Na capital de Cabo Verde os lugares, os lugares onde estão sediadas as maiores embaixadas dos países acreditados no arquipélago da morabeza constituem um excelente exercício de reflexão histórico-estratégica. Assim, em frente ao majestoso e moderno Palácio da Assembleia Nacional, ficam as embaixadas de Espanha, Rússia, China e Portugal, todas elas com direito a ocupar um enorme espaço.

Uma localização que, à primeira vista, parece contraditória pelo menos em dois casos. Na verdade, foi a Rússia, então ainda a liderar a URSS e o Bloco de Leste, que apoiou a luta de libertação conjunta da Guiné-Bissau e de Cabo Verde, que integravam o império colonial português. No entanto, como Espanha e a República Popular da China não tiveram um papel ativo no processo, não é a fase de luta independentista que pode ser vista como a razão explicativa.

Afinal, a localização das embaixadas decorre de outros fatores. No caso português, prende-se com a forma como Portugal valorizou os cabo-verdianos relativamente aos outros povos. Basta ver a quantidade de quadros com origem em Cabo Verde que foram colocados em posições de liderança um pouco por todo o império, inclusivamente na metrópole. Uma atitude que ajuda a explicar o bom relacionamento pós-independência e a dimensão da diáspora cabo-verdiana em Portugal.

Quanto a Espanha, é altamente duvidoso que a sua cooperação com Cabo Verde seja apenas motivada pelo desejo de estreitar as relações com uma das suas partes insulares.

Relativamente à Rússia e à China, a sua afirmação através da embaixada tem a ver com a globalização e a atual ordem mundial. Ficar junto ao Parlamento garante uma visibilidade suscetível de vir a gerar frutos. Sobretudo se essa localização for acompanhada de outras escolhas seletivas. Não deve ter sido por acaso que o capital chinês com base em Macau já adquiriu o ilhéu onde funcionou uma prisão para aí instalar um casino. Um país apostado em construir pontes interesseiras já ligou o ilhéu à terra. Tal como assumiu a responsabilidade pela construção da nova universidade a caminho da Cidade Velha.

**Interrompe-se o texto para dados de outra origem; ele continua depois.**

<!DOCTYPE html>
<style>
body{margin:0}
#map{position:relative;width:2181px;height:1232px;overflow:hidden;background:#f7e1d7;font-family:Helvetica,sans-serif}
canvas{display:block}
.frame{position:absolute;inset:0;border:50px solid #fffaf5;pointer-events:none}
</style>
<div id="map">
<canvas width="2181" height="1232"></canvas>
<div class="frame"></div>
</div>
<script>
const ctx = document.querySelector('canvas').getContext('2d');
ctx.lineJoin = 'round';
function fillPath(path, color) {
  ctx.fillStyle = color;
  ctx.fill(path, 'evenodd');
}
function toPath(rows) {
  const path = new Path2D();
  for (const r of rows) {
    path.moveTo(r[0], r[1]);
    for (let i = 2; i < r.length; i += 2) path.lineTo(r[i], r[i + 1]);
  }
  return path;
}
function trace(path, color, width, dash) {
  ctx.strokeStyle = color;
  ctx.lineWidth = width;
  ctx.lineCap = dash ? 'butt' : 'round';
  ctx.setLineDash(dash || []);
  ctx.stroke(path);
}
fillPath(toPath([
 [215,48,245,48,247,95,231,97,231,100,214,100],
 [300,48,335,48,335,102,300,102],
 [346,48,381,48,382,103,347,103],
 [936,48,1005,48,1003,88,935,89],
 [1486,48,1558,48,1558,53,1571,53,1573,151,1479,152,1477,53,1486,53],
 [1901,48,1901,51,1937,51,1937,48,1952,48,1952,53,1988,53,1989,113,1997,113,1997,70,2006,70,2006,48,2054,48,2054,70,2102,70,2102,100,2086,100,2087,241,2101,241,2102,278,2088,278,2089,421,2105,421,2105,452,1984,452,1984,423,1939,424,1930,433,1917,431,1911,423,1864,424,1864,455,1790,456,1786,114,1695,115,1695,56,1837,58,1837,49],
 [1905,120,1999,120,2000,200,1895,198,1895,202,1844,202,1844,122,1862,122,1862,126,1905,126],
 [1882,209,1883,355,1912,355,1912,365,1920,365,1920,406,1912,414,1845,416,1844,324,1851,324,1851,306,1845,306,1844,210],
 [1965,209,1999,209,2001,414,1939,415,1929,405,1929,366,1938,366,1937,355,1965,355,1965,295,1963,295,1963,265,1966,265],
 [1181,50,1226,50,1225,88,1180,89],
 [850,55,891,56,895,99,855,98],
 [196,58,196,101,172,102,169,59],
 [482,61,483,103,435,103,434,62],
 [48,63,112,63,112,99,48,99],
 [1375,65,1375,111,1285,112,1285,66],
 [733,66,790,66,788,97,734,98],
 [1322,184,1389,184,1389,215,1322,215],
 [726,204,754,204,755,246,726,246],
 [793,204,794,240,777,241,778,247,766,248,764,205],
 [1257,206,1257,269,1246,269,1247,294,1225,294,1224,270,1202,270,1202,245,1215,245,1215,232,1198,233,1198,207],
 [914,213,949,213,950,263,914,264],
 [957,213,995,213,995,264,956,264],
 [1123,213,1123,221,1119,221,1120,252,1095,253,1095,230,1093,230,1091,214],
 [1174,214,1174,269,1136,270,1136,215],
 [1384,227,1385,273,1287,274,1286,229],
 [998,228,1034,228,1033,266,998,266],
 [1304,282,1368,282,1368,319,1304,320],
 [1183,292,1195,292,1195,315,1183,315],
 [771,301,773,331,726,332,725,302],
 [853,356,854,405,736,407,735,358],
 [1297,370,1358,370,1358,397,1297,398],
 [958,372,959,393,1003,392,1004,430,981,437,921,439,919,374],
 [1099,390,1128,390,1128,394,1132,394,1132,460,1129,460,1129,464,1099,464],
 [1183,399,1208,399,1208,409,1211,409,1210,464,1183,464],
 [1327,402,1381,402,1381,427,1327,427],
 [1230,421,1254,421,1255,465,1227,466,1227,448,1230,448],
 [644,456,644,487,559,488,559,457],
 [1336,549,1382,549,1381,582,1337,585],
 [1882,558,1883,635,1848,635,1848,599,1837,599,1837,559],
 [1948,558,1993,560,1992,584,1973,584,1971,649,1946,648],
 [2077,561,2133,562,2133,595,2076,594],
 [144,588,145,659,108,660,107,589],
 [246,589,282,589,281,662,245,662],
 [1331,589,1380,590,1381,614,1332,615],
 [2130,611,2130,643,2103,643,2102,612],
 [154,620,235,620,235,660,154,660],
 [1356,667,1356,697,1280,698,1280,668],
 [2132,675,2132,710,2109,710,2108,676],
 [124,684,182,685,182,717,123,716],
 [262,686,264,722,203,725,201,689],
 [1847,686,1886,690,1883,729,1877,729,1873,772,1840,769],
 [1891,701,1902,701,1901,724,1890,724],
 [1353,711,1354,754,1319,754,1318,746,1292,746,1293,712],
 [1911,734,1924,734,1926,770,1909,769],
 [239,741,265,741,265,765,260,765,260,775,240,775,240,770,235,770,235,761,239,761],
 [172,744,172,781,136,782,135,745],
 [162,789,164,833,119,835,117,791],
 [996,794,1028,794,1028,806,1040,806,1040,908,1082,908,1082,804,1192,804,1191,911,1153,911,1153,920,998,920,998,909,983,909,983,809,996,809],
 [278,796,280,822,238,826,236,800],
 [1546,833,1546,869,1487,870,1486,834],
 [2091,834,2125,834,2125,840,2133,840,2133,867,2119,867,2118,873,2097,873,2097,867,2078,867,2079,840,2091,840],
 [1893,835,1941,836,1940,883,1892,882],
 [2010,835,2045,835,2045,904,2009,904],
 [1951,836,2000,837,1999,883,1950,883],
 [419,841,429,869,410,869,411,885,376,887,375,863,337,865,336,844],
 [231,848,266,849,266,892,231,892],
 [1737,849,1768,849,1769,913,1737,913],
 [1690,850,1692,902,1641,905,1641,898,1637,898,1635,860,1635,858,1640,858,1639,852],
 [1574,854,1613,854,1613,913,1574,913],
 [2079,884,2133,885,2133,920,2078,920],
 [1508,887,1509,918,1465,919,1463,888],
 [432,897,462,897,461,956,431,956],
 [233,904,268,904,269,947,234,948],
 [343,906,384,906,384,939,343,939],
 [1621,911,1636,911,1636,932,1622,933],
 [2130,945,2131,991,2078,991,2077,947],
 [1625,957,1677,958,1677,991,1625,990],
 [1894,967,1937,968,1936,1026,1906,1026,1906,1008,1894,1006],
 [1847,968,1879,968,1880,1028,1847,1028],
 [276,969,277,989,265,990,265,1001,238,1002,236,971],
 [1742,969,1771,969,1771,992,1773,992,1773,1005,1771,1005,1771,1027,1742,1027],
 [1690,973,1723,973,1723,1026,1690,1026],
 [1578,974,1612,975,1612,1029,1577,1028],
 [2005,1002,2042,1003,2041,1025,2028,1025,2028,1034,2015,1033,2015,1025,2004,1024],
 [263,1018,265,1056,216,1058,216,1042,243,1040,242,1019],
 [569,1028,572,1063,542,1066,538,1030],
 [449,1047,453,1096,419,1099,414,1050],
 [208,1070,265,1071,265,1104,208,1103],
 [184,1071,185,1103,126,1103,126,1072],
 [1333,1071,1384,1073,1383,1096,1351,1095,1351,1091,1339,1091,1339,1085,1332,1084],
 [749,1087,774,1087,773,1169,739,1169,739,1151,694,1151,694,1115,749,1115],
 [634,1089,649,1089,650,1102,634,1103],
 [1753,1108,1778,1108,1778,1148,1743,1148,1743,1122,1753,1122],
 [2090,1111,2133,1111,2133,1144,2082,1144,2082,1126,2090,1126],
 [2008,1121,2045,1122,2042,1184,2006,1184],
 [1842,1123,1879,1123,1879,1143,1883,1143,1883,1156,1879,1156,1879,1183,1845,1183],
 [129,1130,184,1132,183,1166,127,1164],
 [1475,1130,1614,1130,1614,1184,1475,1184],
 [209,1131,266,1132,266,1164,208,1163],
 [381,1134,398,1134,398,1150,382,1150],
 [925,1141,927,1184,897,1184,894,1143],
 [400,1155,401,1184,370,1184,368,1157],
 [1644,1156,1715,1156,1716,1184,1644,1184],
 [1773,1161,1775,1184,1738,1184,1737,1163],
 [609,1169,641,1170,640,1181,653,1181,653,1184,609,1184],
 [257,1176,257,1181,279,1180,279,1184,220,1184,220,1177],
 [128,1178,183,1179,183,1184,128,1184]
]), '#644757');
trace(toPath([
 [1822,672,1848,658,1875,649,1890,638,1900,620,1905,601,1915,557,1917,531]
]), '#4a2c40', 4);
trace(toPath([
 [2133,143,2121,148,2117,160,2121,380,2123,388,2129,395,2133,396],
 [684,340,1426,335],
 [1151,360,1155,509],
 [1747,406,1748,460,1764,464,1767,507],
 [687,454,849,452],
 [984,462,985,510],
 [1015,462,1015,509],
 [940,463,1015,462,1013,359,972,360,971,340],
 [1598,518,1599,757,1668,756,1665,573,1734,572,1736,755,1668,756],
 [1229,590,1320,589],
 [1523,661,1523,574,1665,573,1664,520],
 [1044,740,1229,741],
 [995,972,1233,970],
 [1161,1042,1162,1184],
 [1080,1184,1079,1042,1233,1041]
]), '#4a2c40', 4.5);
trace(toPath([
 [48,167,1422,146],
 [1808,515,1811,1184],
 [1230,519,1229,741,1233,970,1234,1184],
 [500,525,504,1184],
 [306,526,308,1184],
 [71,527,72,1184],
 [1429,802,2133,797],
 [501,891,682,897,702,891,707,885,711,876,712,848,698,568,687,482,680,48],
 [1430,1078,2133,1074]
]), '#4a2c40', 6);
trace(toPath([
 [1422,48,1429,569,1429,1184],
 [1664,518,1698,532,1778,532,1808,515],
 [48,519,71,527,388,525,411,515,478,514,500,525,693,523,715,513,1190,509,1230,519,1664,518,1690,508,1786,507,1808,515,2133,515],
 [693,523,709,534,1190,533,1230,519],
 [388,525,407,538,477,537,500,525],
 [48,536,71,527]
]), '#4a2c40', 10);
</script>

E, perante este cenário, qual foi a reação dos Estados Unidos da América? A administração Trump teve em conta a posição geoestratégica privilegiada de Cabo Verde e decidiu recolocar a sua embaixada na capital do arquipélago. Para o efeito, optou por sair do Plateau, a parte da cidade popularmente designada por Chinatown, tal a profusão de lojas chinesas onde o cheiro a plástico com toques de petróleo não engana.

Os norte-americanos vão abandonar o Plateau, apesar de aí estar localizado o Palácio Presidencial. Um palácio que não ostenta grande brilho, mas que não deixa de ser a residência do Presidente da República. A nova e imponente embaixada dos EUA desceu no terreno para subir em importância. Por isso, vai ser construída quase nas traseiras do Palácio do Governo.

Uma mudança a que dificilmente será alheia a celebração do recente acordo militar – SOFA –  entre os EUA e Cabo Verde. O soft power da geopolítica e da geoestratégia no seu melhor. A exemplo da decisão russa de eliminar os vistos com o arquipélago.

Oxalá Cabo Verde saiba tirar pleno proveito do seu poder funcional e não siga o mau exemplo de Portugal no que aos Açores diz respeito.